The value of the security SANDERS.WIPRMRY16.DEM.SCALED would be the expected percentage of delegates to be won by Sanders in Wisconsin. Expectations have nice properties. We can multiply by the number of pledged delegates to get to expected number of delegates to be won in a state. We can add the expected number of delegates in multiple states together to get the expectation of the sum, even if the results are not independent of each other. So we could use the scaled security to truly see the predicted effect of a week’s worth of primaries and caucuses on the delegate count.

Scaled prediction markets do carry their own challenges. It’s harder for a bettor who would have to understand the sometimes complicated rules for a state primary/caucus to make a good prediction. Many of the primaries allocate several delegates by congressional district so state-wide polls don’t always give the full picture. In a proportional primary the payoffs might be a relatively narrower range limiting the return to the bettor. The final delegate count for a state may take several days or weeks to become official.

More importantly the public and the media seem to care more for the winners than the more important effect on the delegate count.

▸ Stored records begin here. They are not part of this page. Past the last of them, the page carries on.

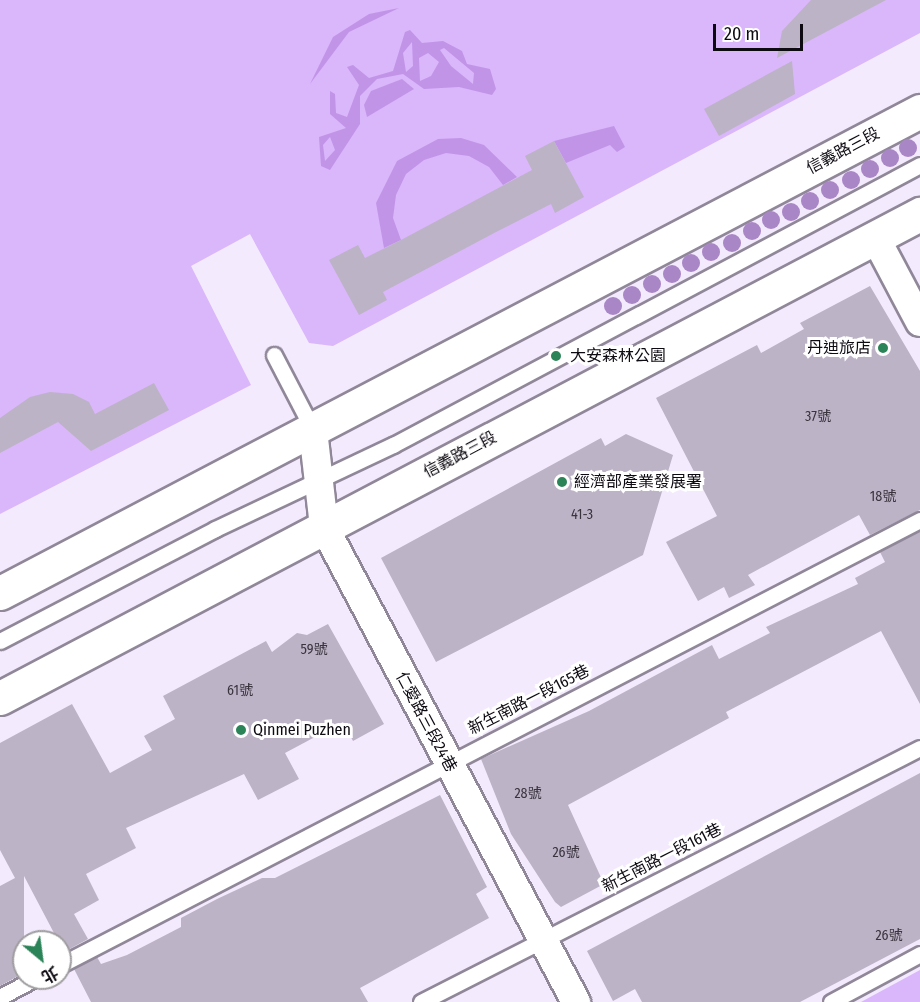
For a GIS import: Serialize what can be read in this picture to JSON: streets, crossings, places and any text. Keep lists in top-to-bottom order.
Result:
{
  "streets": {
    "main road": ["信義路三段"],
    "street": ["仁愛路三段24巷"],
    "lane": ["新生南路一段165巷", "新生南路一段161巷"]
  },
  "crossings": [
    ["信義路三段", "仁愛路三段24巷"],
    ["新生南路一段165巷", "仁愛路三段24巷"],
    ["仁愛路三段24巷", "新生南路一段161巷"]
  ],
  "places": [
    "丹迪旅店",
    "大安森林公園",
    "經濟部產業發展署",
    "Qinmei Puzhen"
  ],
  "house_numbers": [
    "37號",
    "18號",
    "41-3",
    "59號",
    "61號",
    "28號",
    "26號",
    "26號"
  ],
  "scale_bar": "20 m",
  "north": "bottom right"
}
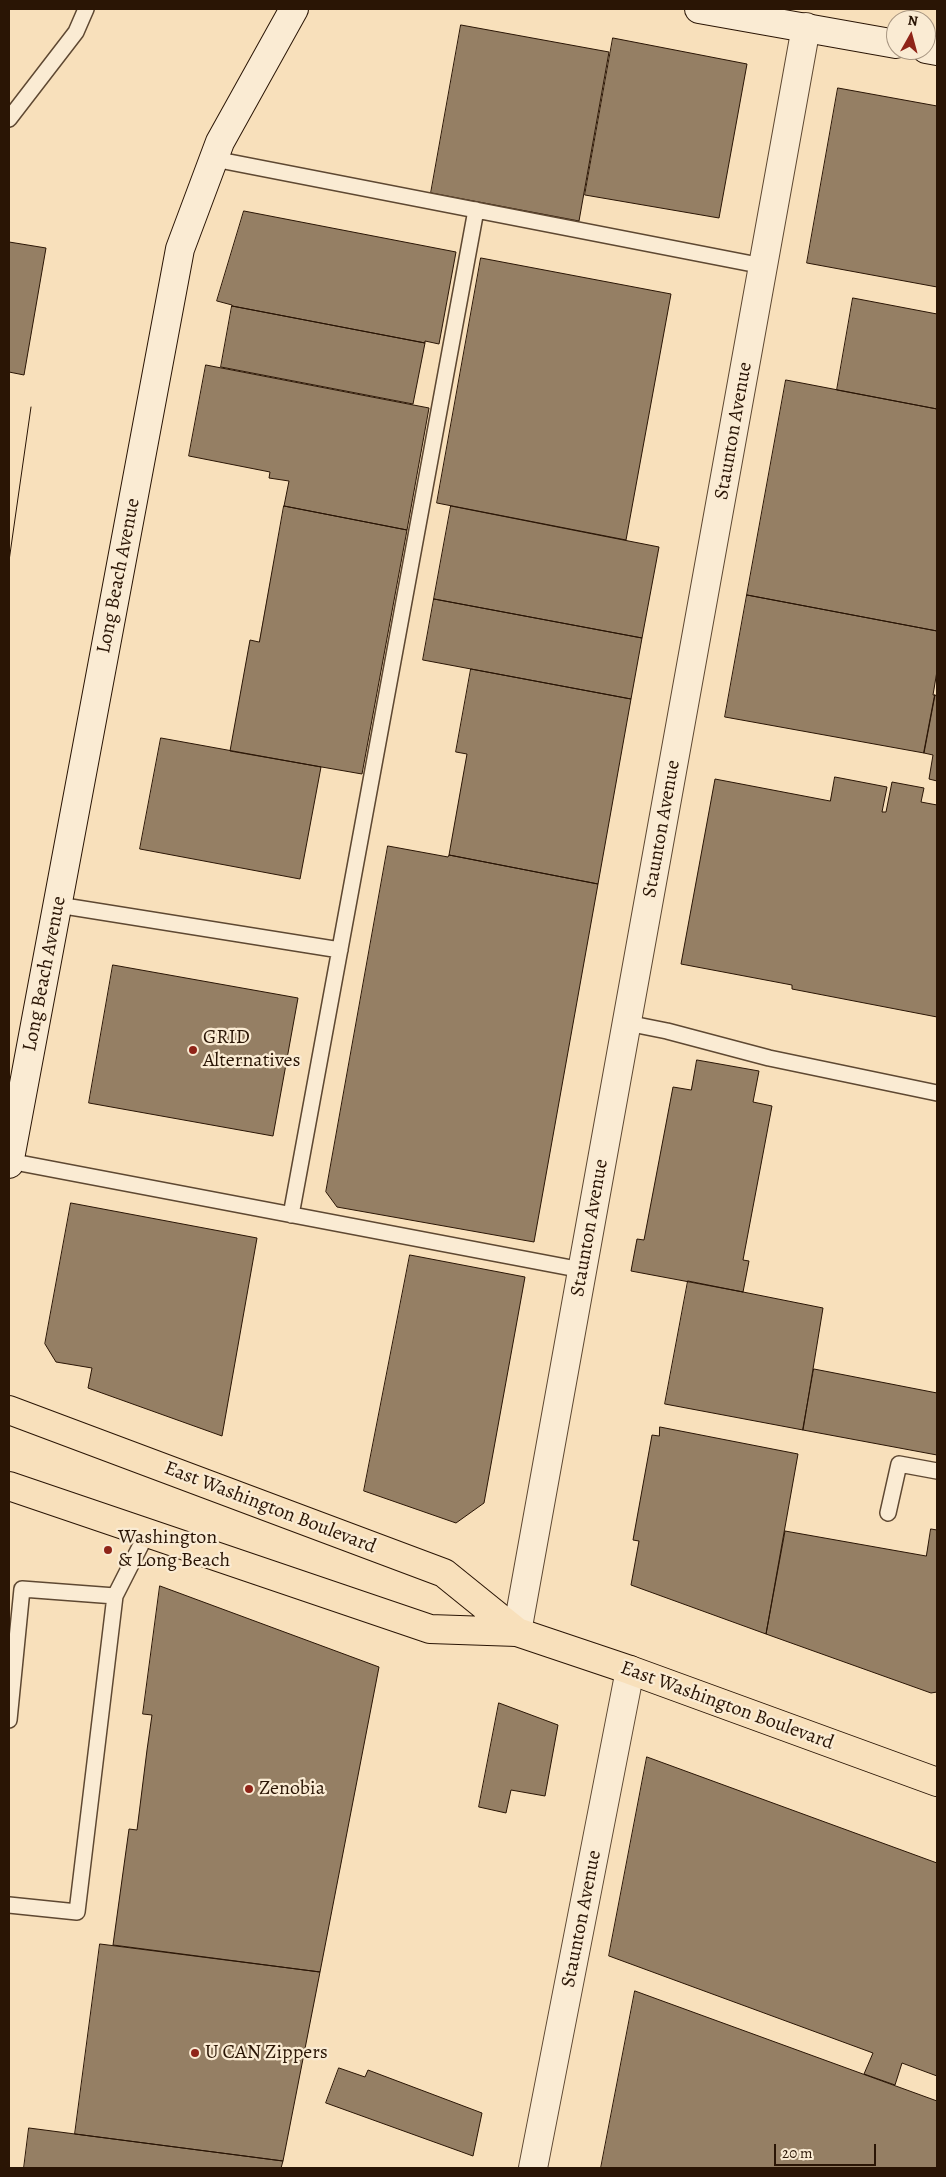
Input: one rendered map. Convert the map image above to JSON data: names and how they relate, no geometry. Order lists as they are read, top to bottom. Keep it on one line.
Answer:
{"streets":{"main road":["East Washington Boulevard"],"street":["Staunton Avenue","Long Beach Avenue"]},"crossings":[["Staunton Avenue","East Washington Boulevard"]],"places":["GRID Alternatives","Washington & Long Beach","Zenobia","U CAN Zippers"],"scale_bar":"20 m","north":"top"}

Even the vaulted New York Times titled their results article Clinton and Trump Win Arizona; Cruz Picks Up Utah; Sanders Takes 2 though to their credit the article discusses early the delegate counts.

This is just a general tension we have: prediction markets get popular by having securities that people want to vote on, which may not be exactly what we can use to make good predictions about what matters. Life will get better for the general election since most states use winner takes all for the electoral college.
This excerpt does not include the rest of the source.